A contrario, le désir de rationalisation de nos clients induit une multiplication des grilles de lecture, afin de tenter d expliquer plus finement et de catégoriser à outrance et comme pour les contenir, les exceptions d’expériences de vie dont ils ont conscience, mais qui les gênent car elles ne reflètent pas quelque chose qu’ils comprennent.

Comprendre pour contrôler, contrôler pour performer, performer à contrôler.

Ainsi, quand nous explorions avec nos clients les effets produits dans leur vie par cet abord analytique et cognitif des situations, il nous paraissait plutôt correspondre à une sorte de norme en matière de performance et d’efficacité, dont la mise en échec pouvait être interprétée comme un signe de défaillance ou d’inadéquation de la part de ces personnes.

Rapidement, la confrontation aux questions soulevées par ces éléments nous a fait prendre également conscience que les praticiens de l’accompagnement ne pouvaient se contenter, pour faire leur travail efficacement et dans le respect de l’identité de leurs clients, du simple respect des codes de déontologie professionnelle, qui se bornent le plus souvent à énoncer une liste de prohibitions et recommandations nécessaires pour faire un travail correct.

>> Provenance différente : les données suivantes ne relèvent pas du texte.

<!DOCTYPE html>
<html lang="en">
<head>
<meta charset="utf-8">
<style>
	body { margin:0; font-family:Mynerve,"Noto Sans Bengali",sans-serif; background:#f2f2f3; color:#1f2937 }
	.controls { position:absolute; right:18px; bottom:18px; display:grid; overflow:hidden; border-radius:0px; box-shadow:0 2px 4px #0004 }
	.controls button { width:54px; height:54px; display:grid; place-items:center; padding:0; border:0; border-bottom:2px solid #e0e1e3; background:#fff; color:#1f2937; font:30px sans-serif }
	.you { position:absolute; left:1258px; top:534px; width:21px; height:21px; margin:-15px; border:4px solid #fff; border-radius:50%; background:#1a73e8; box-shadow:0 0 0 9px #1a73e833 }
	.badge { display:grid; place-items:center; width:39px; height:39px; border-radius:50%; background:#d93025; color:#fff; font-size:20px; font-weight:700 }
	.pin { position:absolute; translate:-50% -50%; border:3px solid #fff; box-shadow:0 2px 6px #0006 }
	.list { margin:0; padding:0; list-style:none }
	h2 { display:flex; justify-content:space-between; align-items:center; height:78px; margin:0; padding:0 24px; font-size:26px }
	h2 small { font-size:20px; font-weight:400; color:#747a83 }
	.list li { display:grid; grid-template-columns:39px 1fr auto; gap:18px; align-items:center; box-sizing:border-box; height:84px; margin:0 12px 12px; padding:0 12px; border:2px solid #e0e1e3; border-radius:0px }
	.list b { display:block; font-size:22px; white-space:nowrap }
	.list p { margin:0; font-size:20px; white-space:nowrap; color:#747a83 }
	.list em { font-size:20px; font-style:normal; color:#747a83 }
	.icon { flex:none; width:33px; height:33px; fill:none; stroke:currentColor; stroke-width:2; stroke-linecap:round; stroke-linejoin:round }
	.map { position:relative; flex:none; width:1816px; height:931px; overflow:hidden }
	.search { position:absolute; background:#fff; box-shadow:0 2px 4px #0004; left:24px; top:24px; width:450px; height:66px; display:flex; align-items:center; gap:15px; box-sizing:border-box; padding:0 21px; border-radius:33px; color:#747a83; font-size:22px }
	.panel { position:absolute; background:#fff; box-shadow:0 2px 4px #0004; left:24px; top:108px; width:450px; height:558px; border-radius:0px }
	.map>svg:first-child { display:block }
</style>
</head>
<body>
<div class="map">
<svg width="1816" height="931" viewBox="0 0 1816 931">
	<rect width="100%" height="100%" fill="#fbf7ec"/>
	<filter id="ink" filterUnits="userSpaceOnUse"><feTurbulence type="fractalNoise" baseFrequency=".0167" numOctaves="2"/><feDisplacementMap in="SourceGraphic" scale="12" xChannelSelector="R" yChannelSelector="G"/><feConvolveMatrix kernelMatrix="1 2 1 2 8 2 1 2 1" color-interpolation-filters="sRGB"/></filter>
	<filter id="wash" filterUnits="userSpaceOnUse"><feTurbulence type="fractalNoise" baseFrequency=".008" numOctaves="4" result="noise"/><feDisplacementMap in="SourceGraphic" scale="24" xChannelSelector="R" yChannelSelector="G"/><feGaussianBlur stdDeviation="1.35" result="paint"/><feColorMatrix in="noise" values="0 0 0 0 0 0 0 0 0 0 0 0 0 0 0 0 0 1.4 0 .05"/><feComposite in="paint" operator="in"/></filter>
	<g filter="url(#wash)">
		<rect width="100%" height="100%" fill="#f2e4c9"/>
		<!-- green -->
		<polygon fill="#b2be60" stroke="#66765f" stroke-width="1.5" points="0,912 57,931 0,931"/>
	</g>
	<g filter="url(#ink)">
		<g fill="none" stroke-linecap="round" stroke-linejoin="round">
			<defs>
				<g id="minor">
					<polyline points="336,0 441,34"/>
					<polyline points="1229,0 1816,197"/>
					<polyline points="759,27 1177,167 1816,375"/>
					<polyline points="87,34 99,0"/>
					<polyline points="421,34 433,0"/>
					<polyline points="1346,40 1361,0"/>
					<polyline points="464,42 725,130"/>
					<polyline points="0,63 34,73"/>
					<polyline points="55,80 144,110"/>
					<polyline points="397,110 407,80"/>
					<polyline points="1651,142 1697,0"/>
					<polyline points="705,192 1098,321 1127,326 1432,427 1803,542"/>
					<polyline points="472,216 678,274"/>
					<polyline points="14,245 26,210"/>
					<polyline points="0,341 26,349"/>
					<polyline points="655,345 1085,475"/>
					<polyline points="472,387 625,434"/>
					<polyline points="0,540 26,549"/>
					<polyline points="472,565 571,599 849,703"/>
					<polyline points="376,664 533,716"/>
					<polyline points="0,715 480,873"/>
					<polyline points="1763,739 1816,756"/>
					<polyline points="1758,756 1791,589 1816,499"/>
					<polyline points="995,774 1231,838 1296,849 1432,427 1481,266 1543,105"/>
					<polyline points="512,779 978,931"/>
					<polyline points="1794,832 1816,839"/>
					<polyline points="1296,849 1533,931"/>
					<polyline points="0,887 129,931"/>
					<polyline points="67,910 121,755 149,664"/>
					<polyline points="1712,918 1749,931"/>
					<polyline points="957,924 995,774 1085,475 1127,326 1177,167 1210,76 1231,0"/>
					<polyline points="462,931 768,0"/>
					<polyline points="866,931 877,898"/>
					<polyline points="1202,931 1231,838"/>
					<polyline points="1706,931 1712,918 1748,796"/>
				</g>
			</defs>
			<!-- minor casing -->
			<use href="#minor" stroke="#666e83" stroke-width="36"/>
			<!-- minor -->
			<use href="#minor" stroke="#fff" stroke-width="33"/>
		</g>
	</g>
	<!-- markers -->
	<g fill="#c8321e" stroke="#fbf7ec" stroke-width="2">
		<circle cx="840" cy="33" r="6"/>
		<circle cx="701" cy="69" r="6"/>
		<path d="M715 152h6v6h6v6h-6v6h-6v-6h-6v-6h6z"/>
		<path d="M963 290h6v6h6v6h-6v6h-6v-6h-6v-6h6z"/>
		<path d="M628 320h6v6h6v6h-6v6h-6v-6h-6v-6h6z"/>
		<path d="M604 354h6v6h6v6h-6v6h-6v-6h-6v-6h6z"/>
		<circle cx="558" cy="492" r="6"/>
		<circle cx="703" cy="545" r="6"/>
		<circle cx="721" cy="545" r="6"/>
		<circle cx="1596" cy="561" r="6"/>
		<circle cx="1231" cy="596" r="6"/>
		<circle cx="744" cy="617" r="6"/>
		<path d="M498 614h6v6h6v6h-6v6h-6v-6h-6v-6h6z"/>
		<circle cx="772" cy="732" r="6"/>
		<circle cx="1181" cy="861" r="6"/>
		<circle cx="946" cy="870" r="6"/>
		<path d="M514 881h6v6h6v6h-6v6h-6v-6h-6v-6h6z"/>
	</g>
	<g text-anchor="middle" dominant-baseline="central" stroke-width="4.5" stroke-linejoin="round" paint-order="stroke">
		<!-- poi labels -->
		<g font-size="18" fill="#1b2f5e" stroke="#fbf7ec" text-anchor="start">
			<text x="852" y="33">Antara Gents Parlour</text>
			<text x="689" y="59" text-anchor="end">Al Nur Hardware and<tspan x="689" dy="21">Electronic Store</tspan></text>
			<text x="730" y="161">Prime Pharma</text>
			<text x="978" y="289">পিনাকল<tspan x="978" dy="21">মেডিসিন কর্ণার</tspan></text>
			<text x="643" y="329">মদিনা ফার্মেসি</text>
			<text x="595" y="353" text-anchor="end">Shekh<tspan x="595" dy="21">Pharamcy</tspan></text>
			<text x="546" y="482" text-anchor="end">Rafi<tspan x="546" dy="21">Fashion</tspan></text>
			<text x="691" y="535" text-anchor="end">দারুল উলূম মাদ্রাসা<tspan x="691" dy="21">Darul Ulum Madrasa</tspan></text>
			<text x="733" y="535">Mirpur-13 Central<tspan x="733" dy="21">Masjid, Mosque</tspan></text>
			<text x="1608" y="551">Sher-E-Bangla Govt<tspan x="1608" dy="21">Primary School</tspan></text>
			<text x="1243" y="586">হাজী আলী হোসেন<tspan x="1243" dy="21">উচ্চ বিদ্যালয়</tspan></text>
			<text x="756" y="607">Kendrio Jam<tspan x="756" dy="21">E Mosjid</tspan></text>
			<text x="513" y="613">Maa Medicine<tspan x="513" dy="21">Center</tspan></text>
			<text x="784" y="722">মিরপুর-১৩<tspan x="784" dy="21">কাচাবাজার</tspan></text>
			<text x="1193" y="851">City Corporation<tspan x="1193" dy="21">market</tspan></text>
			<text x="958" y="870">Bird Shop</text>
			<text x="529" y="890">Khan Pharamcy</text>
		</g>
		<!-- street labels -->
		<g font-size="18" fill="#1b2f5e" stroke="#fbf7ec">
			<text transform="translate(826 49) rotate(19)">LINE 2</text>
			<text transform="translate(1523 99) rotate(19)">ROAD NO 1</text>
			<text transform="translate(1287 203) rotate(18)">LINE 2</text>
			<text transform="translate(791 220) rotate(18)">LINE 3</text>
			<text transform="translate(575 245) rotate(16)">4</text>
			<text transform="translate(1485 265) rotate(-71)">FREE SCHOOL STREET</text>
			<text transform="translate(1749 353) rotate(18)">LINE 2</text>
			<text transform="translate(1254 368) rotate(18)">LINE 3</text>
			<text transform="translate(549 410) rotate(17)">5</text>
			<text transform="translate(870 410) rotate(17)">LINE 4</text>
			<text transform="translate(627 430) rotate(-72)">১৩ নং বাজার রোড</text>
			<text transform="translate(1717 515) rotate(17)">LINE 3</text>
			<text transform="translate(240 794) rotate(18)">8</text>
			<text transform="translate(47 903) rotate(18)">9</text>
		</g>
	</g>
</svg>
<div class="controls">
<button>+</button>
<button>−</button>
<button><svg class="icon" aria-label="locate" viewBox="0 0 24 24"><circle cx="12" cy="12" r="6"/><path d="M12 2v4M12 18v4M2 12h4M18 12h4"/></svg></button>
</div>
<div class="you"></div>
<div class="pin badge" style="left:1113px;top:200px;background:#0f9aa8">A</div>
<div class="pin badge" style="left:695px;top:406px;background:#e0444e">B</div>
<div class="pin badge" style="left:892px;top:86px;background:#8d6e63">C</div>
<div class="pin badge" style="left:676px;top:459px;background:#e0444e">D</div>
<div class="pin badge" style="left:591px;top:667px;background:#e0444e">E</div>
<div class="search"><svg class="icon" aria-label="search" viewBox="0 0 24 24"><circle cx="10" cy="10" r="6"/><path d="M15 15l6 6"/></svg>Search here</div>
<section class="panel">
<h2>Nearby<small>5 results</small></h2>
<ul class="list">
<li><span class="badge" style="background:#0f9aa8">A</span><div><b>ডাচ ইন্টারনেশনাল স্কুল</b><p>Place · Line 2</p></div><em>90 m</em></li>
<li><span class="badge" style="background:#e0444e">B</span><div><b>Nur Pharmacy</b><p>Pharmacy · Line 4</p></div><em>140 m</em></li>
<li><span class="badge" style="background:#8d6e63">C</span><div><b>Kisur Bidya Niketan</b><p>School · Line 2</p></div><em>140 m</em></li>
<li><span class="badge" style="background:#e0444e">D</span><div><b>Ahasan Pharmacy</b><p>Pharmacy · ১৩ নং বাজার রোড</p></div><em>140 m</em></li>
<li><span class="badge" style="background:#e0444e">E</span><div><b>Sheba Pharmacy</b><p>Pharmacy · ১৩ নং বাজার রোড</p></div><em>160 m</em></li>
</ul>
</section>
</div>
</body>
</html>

Pour assumer les responsabilités d’une façon qui respecte la confiance dont nos clients nous investissent, nous devions pousser plus loin le questionnement concernant notre façon de pratiquer, le type de relations que nous engagions avec nos clients, et les conséquences que cela pouvait avoir sur la qualité du travail que nous menions avec eux.

Pour ces raisons, nous avons voulu que ce livre soit centré principalement sur le travail d’exploration et de déconstruction des contextes dans lesquels se manifestent les difficultés pour lesquelles nos clients viennent chercher un accompagnement. Nous avons souhaité également qu’il témoigne de nos tâtonnements et questionnements au fil de ce travail, explicitant les choix que nous avions opérés, les intentions qui les avaient guidés, de façon à mettre en lumière la nature des options éthiques et pratiques qui nous paraissent caractéristiques des différences propres à une approche narrative de l’accompagnement.